(Stored items)
-=-=-

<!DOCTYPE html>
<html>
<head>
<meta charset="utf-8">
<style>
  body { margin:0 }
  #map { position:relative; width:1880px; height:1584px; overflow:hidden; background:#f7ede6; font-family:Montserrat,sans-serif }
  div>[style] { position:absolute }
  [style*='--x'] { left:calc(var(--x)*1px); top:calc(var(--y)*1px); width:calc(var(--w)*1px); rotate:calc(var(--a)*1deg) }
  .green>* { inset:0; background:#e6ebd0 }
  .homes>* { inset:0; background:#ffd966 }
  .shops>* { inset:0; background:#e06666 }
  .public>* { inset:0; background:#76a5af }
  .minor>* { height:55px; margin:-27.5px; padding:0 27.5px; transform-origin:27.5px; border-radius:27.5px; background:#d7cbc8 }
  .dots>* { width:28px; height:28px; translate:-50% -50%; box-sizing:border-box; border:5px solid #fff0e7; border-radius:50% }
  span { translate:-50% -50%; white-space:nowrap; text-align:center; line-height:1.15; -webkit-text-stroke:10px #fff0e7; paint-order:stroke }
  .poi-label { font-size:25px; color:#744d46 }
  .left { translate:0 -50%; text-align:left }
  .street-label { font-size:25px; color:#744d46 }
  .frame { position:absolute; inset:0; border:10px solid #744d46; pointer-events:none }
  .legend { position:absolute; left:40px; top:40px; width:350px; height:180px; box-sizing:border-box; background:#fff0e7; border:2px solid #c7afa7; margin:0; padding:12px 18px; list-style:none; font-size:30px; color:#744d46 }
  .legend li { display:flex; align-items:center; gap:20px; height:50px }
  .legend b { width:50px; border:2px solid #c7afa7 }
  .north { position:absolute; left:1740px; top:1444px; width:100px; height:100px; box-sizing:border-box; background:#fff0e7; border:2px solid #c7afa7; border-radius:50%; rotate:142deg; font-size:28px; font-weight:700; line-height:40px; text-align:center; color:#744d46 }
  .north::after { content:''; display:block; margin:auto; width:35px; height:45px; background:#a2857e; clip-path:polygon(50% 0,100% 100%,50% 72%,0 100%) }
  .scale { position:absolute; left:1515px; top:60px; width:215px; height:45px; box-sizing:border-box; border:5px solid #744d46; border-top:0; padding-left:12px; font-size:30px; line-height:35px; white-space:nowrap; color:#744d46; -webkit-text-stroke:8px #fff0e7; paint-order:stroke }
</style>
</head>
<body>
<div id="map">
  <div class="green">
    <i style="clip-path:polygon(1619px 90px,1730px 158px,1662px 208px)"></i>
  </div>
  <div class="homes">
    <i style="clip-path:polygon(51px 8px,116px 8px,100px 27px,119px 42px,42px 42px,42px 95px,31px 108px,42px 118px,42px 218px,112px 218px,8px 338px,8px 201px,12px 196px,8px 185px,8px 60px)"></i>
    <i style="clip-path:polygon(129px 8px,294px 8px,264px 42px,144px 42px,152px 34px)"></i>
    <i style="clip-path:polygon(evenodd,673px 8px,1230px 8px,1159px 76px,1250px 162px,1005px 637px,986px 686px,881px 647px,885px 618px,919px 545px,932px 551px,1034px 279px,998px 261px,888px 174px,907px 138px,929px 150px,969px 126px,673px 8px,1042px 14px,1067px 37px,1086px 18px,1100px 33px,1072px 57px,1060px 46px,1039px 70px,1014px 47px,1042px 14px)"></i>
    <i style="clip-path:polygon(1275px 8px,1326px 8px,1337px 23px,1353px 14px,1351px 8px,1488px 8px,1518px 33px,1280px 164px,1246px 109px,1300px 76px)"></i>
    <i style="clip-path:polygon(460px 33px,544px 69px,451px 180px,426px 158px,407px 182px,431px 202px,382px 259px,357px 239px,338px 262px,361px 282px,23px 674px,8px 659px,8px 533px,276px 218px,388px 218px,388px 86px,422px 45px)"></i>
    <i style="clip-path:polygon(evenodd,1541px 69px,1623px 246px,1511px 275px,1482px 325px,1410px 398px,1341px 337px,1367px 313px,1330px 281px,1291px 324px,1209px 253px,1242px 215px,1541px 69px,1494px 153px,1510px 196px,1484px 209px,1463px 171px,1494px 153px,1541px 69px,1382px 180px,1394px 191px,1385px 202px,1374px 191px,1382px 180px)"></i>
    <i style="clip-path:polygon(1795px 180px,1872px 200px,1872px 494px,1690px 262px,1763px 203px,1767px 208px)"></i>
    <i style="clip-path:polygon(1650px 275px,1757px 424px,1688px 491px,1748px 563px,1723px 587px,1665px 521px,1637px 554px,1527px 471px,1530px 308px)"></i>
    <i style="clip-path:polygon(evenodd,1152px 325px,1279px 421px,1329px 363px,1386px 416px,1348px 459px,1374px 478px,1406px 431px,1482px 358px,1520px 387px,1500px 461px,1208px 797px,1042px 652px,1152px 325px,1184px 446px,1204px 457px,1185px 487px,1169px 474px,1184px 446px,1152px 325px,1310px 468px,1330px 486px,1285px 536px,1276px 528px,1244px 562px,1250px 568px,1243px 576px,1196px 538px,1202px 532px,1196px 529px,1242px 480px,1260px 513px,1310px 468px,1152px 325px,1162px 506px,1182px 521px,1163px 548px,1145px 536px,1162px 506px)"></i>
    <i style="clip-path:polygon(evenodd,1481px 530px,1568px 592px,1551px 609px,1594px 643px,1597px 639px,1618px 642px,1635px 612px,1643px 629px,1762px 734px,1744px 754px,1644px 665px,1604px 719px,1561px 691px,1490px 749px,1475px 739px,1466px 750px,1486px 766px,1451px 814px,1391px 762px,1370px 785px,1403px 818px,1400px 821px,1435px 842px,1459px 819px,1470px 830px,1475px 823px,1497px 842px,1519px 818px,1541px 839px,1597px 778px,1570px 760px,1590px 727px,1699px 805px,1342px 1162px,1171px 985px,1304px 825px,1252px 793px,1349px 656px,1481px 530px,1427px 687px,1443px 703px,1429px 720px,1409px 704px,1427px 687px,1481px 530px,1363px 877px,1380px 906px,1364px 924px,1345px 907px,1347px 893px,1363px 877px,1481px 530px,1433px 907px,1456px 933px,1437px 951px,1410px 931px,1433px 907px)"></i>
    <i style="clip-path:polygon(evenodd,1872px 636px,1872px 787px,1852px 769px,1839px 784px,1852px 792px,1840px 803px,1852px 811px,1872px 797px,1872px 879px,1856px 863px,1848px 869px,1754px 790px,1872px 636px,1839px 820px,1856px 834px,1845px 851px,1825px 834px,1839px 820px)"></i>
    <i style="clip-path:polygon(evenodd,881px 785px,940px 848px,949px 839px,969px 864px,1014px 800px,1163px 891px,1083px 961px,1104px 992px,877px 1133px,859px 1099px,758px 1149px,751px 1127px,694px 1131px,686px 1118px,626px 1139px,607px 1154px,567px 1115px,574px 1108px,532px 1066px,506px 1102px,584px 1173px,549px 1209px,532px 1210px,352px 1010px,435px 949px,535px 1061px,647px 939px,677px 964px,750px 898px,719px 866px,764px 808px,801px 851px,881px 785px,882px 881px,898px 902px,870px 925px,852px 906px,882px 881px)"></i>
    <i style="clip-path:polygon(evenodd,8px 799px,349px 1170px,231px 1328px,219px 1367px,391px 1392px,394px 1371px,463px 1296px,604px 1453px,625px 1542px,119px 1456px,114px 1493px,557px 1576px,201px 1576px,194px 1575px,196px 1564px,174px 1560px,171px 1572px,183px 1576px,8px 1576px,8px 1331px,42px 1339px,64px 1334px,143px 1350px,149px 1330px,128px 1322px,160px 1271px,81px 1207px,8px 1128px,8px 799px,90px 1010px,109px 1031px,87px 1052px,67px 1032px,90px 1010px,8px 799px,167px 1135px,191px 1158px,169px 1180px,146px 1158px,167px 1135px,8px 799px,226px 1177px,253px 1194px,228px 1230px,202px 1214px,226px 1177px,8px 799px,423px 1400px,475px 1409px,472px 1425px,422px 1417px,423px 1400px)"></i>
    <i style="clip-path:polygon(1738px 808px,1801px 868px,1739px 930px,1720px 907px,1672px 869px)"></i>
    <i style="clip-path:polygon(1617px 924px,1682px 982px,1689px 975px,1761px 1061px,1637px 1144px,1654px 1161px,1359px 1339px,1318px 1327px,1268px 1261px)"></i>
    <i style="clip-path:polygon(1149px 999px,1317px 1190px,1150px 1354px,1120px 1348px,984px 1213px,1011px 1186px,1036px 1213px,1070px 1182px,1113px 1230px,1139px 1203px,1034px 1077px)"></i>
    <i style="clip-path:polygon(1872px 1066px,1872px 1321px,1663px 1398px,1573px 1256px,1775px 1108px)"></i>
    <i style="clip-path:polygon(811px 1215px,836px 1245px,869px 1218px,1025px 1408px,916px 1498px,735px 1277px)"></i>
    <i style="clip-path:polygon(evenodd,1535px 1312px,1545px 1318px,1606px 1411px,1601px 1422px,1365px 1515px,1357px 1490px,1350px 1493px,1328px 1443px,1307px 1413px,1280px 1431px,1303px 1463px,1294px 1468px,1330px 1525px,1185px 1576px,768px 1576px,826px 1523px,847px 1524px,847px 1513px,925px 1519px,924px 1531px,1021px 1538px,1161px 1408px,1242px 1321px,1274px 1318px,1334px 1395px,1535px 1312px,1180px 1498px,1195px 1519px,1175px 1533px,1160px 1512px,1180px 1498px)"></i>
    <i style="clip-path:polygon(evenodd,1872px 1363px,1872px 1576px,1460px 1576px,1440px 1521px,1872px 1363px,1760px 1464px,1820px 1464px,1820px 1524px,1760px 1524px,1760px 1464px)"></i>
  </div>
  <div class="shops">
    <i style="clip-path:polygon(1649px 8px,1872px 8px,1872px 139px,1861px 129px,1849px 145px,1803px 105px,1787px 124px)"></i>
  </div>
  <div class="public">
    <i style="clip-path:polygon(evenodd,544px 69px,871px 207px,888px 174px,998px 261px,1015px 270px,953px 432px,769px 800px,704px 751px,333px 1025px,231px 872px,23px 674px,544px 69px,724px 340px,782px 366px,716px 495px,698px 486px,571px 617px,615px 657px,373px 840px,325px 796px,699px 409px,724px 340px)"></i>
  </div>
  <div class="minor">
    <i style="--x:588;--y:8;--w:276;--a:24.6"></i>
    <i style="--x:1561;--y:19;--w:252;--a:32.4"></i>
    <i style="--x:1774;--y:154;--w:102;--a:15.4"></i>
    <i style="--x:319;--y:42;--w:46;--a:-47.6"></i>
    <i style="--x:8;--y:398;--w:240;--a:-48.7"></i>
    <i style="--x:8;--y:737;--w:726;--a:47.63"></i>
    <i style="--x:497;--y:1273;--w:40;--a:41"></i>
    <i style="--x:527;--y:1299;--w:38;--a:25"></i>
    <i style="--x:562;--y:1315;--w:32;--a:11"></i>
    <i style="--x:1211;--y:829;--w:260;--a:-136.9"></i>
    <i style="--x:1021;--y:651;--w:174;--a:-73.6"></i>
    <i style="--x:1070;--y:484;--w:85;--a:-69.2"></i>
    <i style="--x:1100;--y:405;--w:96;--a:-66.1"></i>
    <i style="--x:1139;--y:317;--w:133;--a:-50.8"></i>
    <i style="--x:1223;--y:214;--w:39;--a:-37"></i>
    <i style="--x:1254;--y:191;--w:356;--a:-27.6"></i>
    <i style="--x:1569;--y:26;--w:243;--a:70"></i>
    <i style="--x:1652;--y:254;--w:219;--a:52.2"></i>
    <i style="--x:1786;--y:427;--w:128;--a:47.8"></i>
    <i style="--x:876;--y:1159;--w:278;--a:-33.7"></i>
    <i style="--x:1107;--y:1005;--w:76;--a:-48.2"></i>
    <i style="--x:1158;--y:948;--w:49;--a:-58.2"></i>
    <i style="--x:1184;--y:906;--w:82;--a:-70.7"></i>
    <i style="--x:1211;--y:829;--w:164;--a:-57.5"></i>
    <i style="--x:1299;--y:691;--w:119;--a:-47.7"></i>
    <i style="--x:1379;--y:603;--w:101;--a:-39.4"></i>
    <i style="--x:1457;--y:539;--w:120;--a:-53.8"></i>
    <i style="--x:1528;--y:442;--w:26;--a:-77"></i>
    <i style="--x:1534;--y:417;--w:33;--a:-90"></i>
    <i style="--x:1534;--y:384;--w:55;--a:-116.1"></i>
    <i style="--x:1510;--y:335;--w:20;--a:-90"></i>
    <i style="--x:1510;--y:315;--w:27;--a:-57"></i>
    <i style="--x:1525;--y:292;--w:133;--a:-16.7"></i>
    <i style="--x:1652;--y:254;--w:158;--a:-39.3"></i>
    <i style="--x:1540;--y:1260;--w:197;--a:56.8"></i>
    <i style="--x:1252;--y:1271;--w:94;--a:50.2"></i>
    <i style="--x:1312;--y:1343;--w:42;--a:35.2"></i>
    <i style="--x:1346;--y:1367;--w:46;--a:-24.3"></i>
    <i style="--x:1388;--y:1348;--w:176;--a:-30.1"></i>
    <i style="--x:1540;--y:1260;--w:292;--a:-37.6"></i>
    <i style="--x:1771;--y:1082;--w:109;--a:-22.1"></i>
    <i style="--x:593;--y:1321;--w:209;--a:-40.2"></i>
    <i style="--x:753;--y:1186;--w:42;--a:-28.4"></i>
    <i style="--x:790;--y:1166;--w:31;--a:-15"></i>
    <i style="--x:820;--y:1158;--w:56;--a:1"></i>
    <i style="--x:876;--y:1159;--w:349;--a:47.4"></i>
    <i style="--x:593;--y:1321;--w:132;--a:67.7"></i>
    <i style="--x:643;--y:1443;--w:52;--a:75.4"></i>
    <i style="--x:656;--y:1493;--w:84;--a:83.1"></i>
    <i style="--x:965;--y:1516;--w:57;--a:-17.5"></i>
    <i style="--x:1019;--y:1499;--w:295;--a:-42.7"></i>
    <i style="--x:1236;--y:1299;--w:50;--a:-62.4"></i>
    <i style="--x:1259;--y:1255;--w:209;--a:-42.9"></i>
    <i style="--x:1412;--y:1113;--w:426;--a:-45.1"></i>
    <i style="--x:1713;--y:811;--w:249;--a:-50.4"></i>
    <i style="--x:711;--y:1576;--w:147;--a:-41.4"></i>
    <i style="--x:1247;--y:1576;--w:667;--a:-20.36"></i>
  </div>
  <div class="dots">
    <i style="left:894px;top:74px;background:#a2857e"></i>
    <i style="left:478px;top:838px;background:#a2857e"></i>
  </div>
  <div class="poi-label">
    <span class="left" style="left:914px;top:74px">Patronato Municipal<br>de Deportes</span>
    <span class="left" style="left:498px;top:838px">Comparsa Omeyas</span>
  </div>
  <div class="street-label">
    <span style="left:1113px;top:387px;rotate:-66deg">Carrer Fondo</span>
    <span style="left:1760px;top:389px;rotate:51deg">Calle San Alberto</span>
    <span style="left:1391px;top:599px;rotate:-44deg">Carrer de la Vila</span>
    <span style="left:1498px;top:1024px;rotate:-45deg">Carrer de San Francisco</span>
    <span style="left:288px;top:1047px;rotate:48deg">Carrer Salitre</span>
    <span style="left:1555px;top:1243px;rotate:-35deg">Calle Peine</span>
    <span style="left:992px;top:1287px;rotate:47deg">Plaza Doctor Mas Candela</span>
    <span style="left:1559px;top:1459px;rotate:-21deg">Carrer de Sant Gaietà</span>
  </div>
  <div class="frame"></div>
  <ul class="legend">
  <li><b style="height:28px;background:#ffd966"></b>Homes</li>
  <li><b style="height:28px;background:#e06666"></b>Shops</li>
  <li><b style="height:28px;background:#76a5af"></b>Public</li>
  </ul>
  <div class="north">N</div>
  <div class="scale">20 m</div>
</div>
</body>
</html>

-=-=-

**Aim of the task**
Both the first line of the data above and the line with "display:flex; align-items:center; gap:20px;" must be included; please return exactly those lines and the ones between them.

**Output of the exercise**
<!DOCTYPE html>
<html>
<head>
<meta charset="utf-8">
<style>
  body { margin:0 }
  #map { position:relative; width:1880px; height:1584px; overflow:hidden; background:#f7ede6; font-family:Montserrat,sans-serif }
  div>[style] { position:absolute }
  [style*='--x'] { left:calc(var(--x)*1px); top:calc(var(--y)*1px); width:calc(var(--w)*1px); rotate:calc(var(--a)*1deg) }
  .green>* { inset:0; background:#e6ebd0 }
  .homes>* { inset:0; background:#ffd966 }
  .shops>* { inset:0; background:#e06666 }
  .public>* { inset:0; background:#76a5af }
  .minor>* { height:55px; margin:-27.5px; padding:0 27.5px; transform-origin:27.5px; border-radius:27.5px; background:#d7cbc8 }
  .dots>* { width:28px; height:28px; translate:-50% -50%; box-sizing:border-box; border:5px solid #fff0e7; border-radius:50% }
  span { translate:-50% -50%; white-space:nowrap; text-align:center; line-height:1.15; -webkit-text-stroke:10px #fff0e7; paint-order:stroke }
  .poi-label { font-size:25px; color:#744d46 }
  .left { translate:0 -50%; text-align:left }
  .street-label { font-size:25px; color:#744d46 }
  .frame { position:absolute; inset:0; border:10px solid #744d46; pointer-events:none }
  .legend { position:absolute; left:40px; top:40px; width:350px; height:180px; box-sizing:border-box; background:#fff0e7; border:2px solid #c7afa7; margin:0; padding:12px 18px; list-style:none; font-size:30px; color:#744d46 }
  .legend li { display:flex; align-items:center; gap:20px; height:50px }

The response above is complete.